King Alfred's Cakes

The dark, golf ball-size King Alfred's Cake fungus, January 2025

Species introduction

At a glance
Latin name: 
Daldinia concentrica
Family: 
Sac fungus
Family Latin name: 
Hypoxylaceae
Category: 
Fungi
Vernacular names: 

Cramp balls, coal fungus

Species description

Species description

This is an inedible fungus with a nearly spherical appearance that starts reddish-brown when developing, and turns almost black when mature. It can grow to golf ball size, about 8cm across. Fresh growth starts between June and November, but these fungi persist throughout the year. They are commonly associated with branches of Ash that have fallen to the ground.

It is a common and widespread fungi in Britain.

The fruiting body is hard and friable, resembling a smooth lump of coal. Legend has it that an anonymous King Alfred, tasked with minding some wheaten cakes left baking by a fire, fell asleep. The resulting cakes - by that time as inedible as the fungus which takes his name - permanently linked this Saxon King with culinary ineptitude. The name King Alfred's Cakes is a pithy and accurate one for this interesting fungus.

The flesh of the fruiting body is arranged in concentric layers, almost like tree rings, hence the second part of its Latin name. It is generally thought that these concentric rings indicate annual growth, but a research paper (Daldinia: The nature of its concentric zones) suggests that this is not the case. Instead, the paper says, all the rings inside these fungus balls are produced within a single growing season.

Many types of insect and other small animals can live inside this species. Caterpillars of the Concealer Moth (Harpella forficella, not seen in the Cemetery at the time of writing) apparently eat this fungus.

The fungus can be used as a tinder for fire-lighting, the black variety being better adapted to this task. It is thought that this slow-burning briquette could have been used by early man to move fire from place to place.

Species photographs

Larger photograph(s) (click to magnify)

Details

Species family information

This family includes the cup fungi. More broadly, the genus Hypoxlon (of which King Alfred Cake's is a member) consists of fungi commonly found on dead wood.

Category information

Of surviving life forms, the Bacteria are the most ancient, followed by the Archaea. These two groups, the Prokaryotes, lack a membrane-bound nucleus in their cells. From this lineage evolved the Eukaryotes, possessing a nucleus in their cells, two types of which evolved, the Unikonta, with a single appendage (flagellum) for propulsion, and the Bikonta, with two appendages (flagella). The Unikonta gave rise to first the Fungi, then the Animals. The Bikonta evolved into the Algae and Plants. The Fungi therefore share a common ancestor with the Animals, whereas neither is closely related to plants.
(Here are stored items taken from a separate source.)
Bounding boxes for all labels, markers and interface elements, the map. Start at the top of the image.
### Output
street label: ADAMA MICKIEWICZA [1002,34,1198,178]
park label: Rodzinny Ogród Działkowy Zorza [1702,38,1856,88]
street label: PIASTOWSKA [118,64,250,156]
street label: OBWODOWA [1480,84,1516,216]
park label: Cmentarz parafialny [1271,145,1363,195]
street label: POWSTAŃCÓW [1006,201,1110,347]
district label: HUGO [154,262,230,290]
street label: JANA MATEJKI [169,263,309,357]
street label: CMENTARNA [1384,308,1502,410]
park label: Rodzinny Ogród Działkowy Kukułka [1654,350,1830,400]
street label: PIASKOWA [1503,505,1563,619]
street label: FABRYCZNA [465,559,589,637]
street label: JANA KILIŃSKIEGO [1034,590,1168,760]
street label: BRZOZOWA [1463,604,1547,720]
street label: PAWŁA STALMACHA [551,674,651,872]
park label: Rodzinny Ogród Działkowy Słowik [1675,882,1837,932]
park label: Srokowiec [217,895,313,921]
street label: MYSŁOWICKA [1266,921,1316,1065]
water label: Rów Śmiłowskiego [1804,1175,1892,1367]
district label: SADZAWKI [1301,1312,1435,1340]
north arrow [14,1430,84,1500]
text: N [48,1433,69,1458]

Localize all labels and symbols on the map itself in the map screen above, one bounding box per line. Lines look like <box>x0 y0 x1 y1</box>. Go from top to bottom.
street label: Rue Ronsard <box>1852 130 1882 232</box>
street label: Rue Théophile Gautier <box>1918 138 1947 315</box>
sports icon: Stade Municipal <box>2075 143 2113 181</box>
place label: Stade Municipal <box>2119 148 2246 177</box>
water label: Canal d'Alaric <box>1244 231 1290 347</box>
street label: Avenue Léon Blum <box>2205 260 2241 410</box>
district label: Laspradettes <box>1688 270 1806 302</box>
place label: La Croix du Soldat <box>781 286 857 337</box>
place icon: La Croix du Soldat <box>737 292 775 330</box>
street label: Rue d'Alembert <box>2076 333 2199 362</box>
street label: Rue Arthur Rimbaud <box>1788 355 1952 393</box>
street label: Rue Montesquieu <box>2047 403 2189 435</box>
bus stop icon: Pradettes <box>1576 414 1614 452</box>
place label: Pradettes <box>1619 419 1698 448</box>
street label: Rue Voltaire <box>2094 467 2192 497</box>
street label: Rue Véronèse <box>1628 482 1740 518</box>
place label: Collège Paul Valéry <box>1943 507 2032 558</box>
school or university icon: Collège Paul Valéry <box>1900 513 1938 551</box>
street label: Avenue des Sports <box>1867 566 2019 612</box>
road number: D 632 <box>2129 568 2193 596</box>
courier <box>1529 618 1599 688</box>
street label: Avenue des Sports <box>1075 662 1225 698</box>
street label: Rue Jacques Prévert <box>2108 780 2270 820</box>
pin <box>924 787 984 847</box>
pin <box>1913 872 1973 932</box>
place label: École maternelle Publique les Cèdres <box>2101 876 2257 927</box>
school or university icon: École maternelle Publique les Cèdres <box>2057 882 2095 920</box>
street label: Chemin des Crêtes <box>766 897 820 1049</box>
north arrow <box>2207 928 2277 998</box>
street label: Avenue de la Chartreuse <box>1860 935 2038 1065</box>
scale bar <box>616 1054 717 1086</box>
For this reason, vegans and vegetarians should not eat mushrooms or other fungi, nor eat bread or consume alcoholic drinks because they are prepared using yeast, a fungus.

Colloquially, the word ‘mushroom’ is used for edible species and ‘toadstool’ for poisonous species, but there is actually no scientific distinction between these words. Mycologists, the scientists who study fungi, use the term ‘mushroom’ for all species that have the familiar fruiting bodies that we see above ground. Many fungal groups do not have fruiting bodies, and they have a terminology of their own.

Unlike plants fungi can’t make their own food, but must derive it from plants or animals, living or dead. Fungi called saprophytes serve an important function decomposing and recycling dead matter back into the soil. Symbiotic fungi grow on living organisms, but do not damage them, whereas parasitic fungi do harm their living hosts.